Tuesday, June 27, 2006
Bike routes are classified as follows:
Class I - off roadway bike paths or trails
Class II - on roadway striped bike lanes
Class III - on roadway, signed but not striped bike lanes
Class X - on roadway, not signed
Monday, June 26, 2006
I received this letter along with a nice donation in the mail the other day. It was sent by Cecilia Sanchez who read one of my fliers. She and her daughter have raised $10,000 for the Arthritis Foundation in the past.
Thank you to the Sanchez Family!
Sunday, June 25, 2006
They were sober, however - unlike soccer fans!
Countdown week 12 included 5 ride days, 8 hrs saddle time, 119 miles. My longest ride was 49 miles which took 3 hours.
Saturday, June 24, 2006
John is such an accurate golfer that, from about 150 yards away, using a Fairway Wood, his ball squarely hit the aiming post and shattered it. I also saw him make an Eagle from about 200 yards away with his Fairway Wood.

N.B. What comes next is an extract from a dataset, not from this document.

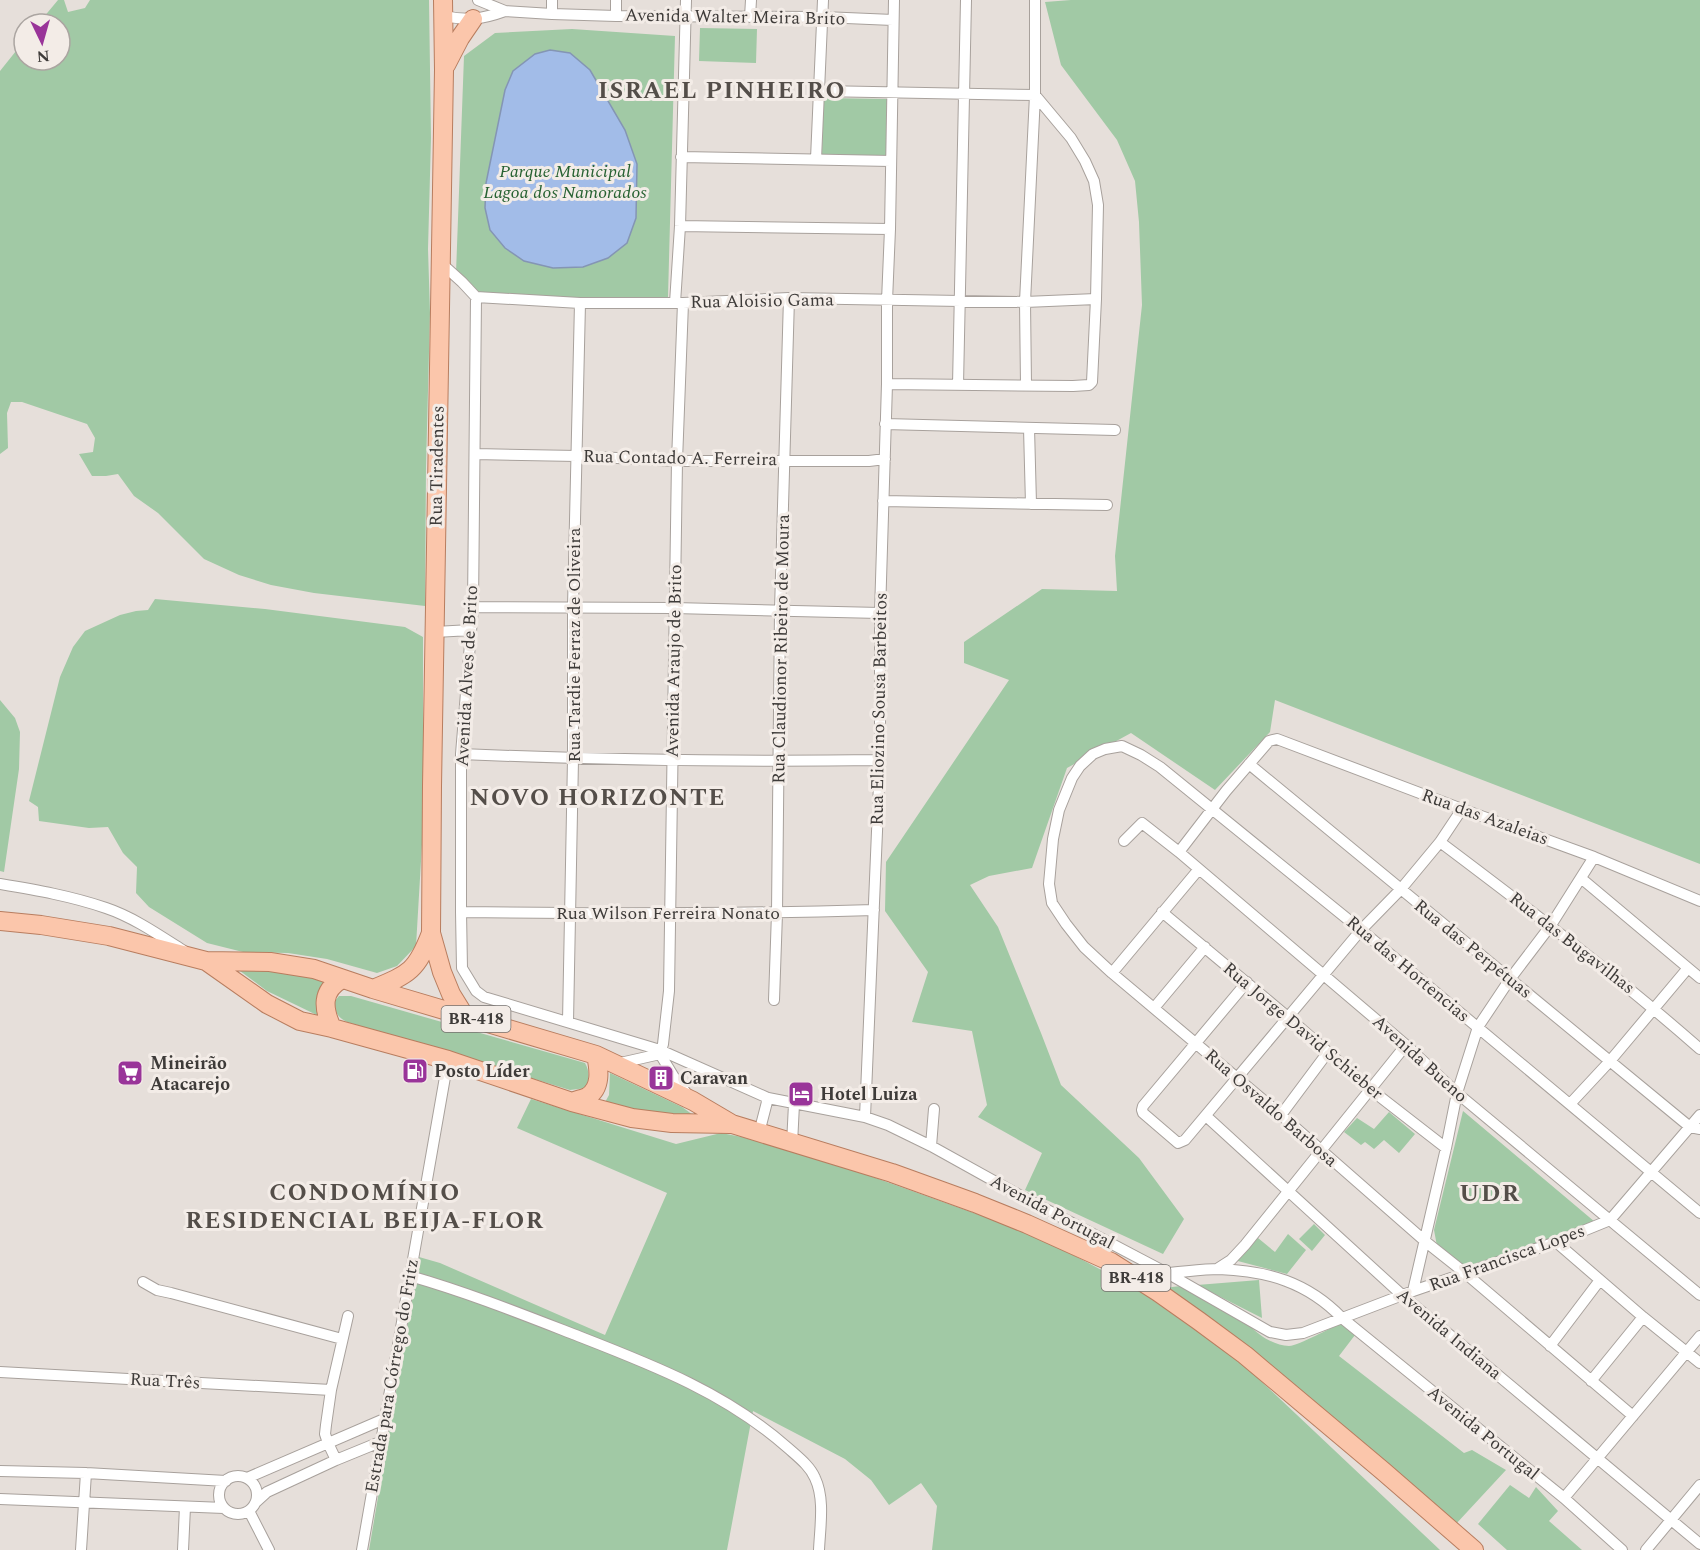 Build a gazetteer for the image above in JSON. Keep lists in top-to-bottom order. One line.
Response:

Now that is harder than reading a CT scan from the internet, at home, watching your big sceen TV.
Thanks for your generous donation to the Arthritis Foundation!
Tuesday, June 20, 2006
Thank you to two more generous donors:
Sunday, June 18, 2006
Saturday, June 17, 2006
Now I know why they call it OLD Highway 80.
NO MORE FALLS.
I will change my sidebar to total miles instead of total falls.

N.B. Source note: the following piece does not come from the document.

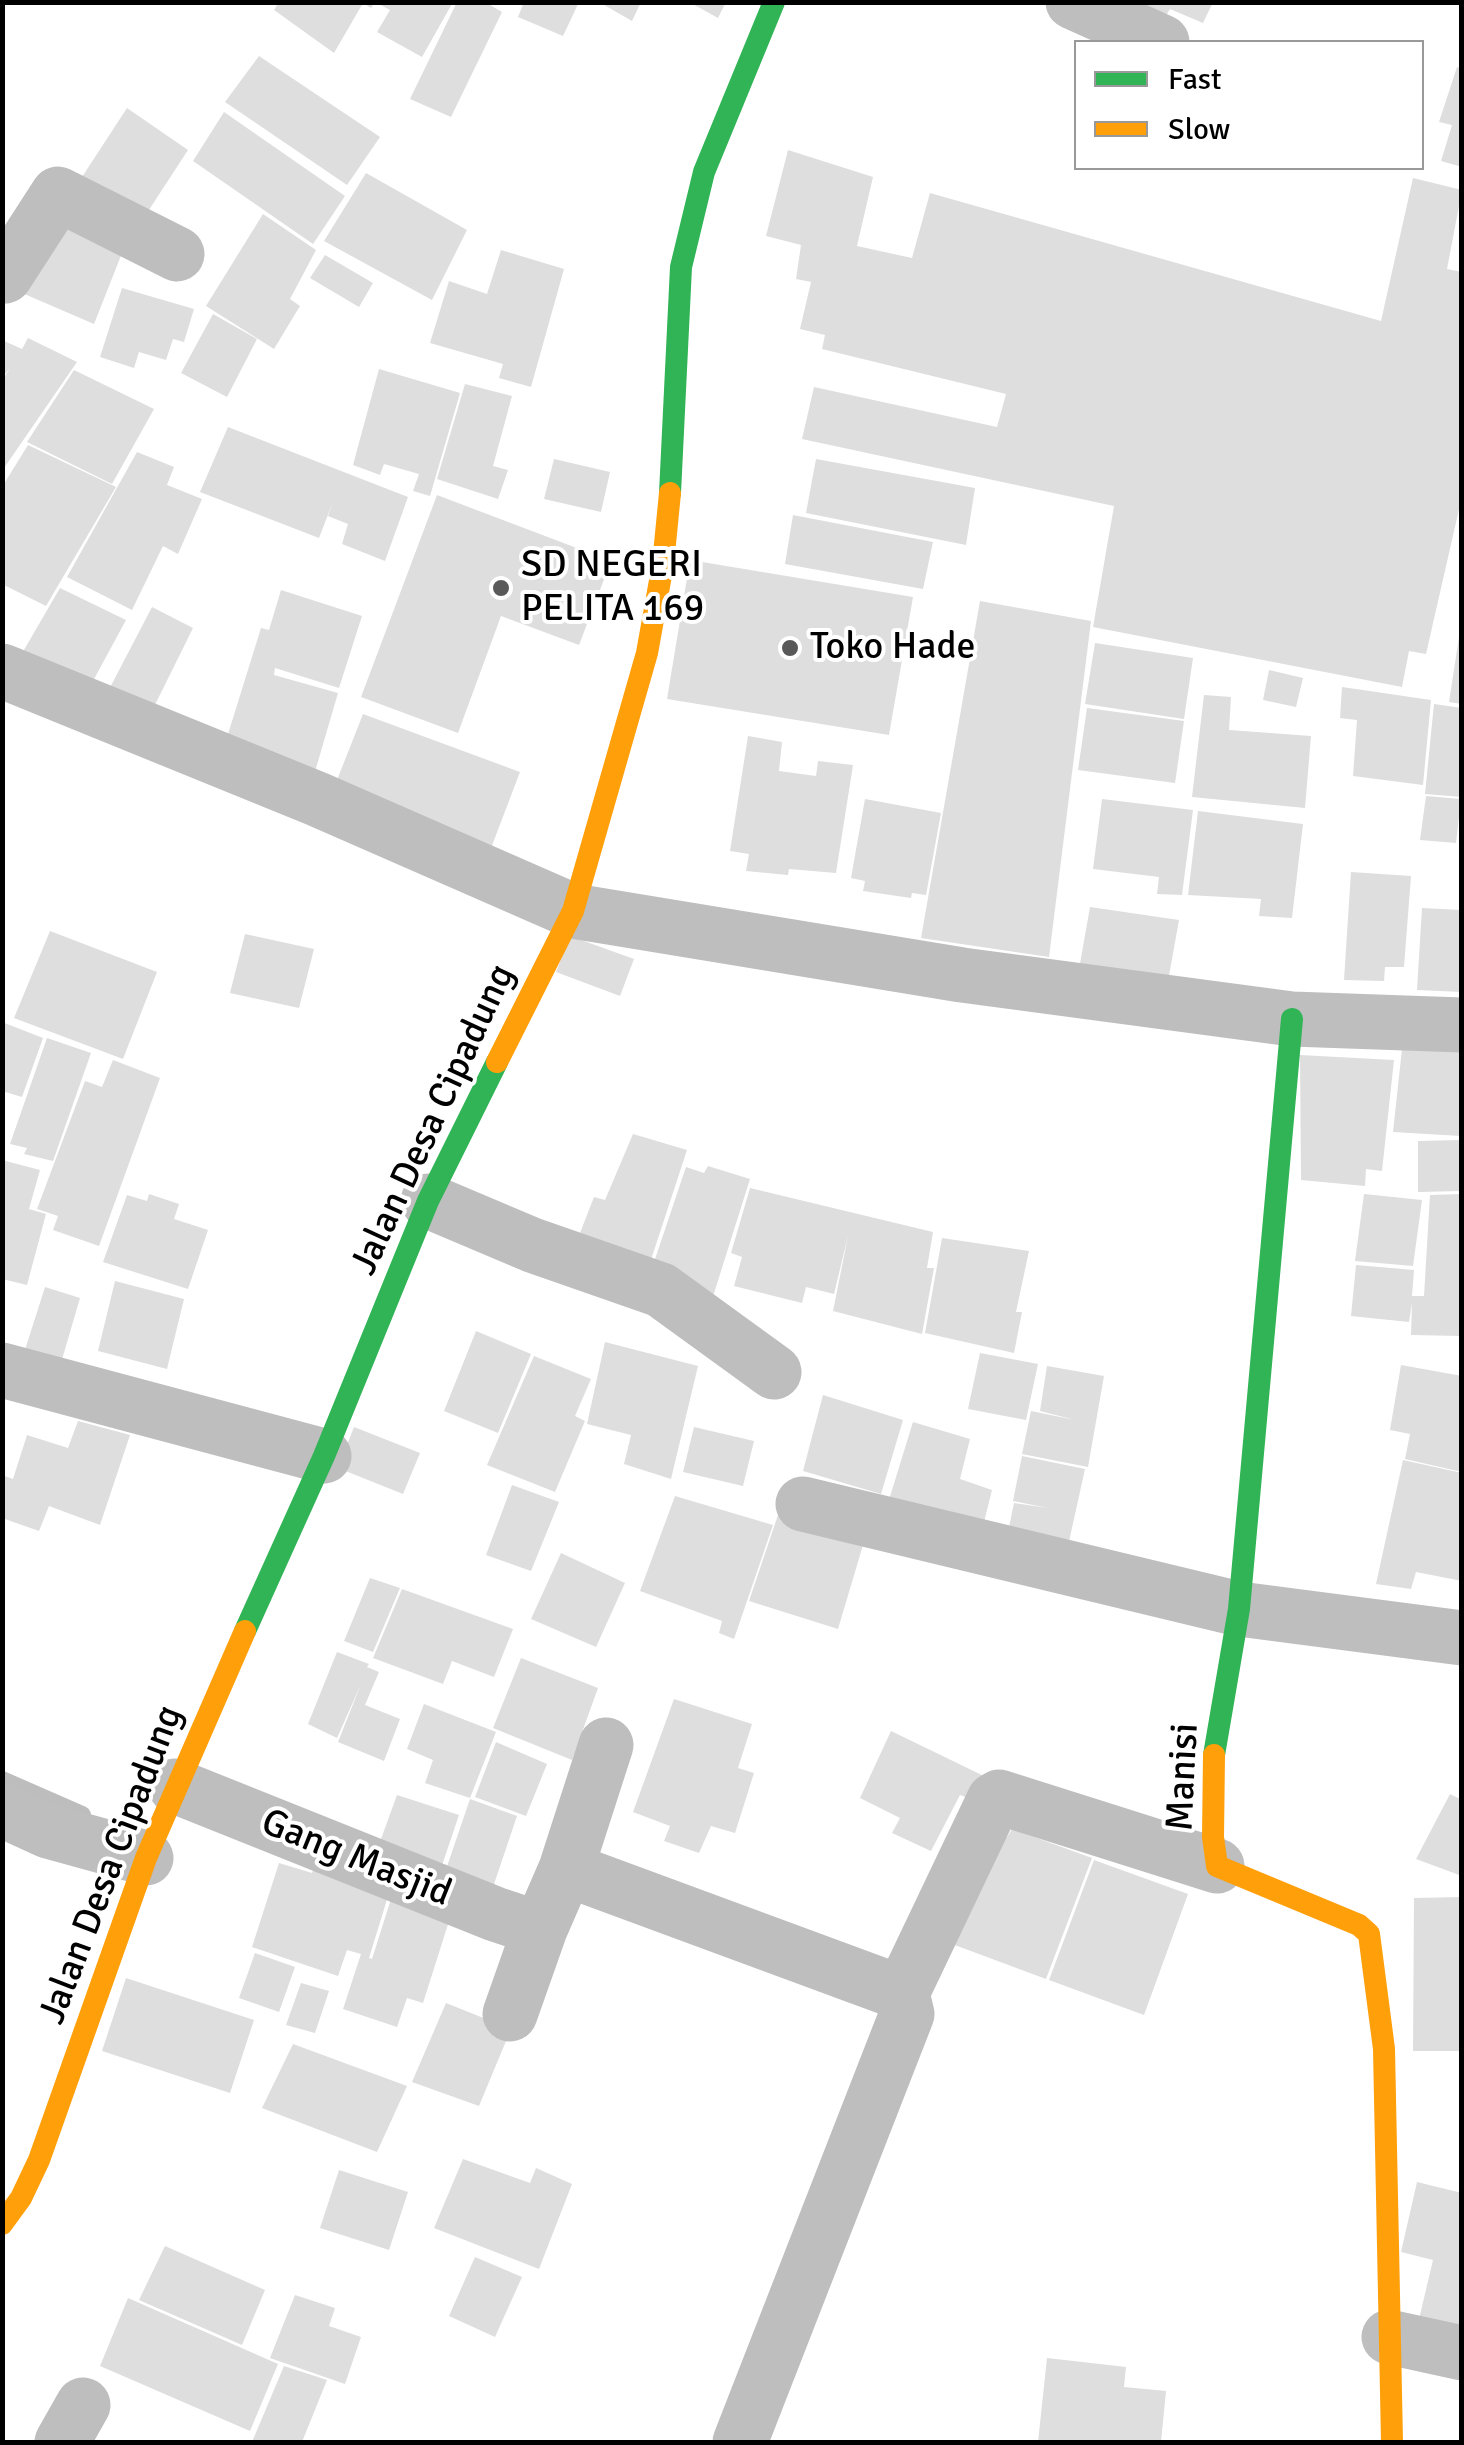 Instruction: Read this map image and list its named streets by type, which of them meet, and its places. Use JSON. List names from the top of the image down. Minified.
{"streets":{"street":["Jalan Desa Cipadung","Manisi","Gang Masjid"]},"crossings":[["Jalan Desa Cipadung","Gang Masjid"]],"places":["SD NEGERI PELITA 169","Toko Hade"],"legend":["Fast","Slow"]}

The ride is all hills. The main climb is a 16 mile 1400 vertical. Temperature was up to 107 degrees.
Did the 56.4 miles in 4 hours:40 minutes and was glad to survive especially since I fell 30 miles into the ride.
Monday, June 12, 2006
There is only a few millimeters clearance between the brake pad and the tire rim.
Wonder why I'm having so many flats? Any ideas Jim? Maybe it's time for new kevlar tires, and some slime self-sealing tubes.
Sunday, June 11, 2006
My flat kit includes a replacement tube, glueless patches, tire levers (used to remove the tire casing from the rim), and two pumps-one uses a CO2 cylinder to inflate the tire, the other is a manual pump in case I misfire the CO2 pump. You only get one chance to inflate the tire with the CO2 pump but it inflates the tire in a matter of seconds.
This morning when I inflated my tires to 11o psi, the replacement tube popped. I think I had what's called a pinch flat where part of the tube is trapped between the tire casing and the rim-a newbie mistake. Well, I got to try fixing a flat again.
Coundown week 14 was a "rest week" and included 4 rides, 6:42 saddle time, and 98.8 miles.
Wednesday, June 07, 2006
A huge "Thank You" to Ron McKibben for your huge donation to the Arthritis Foundation.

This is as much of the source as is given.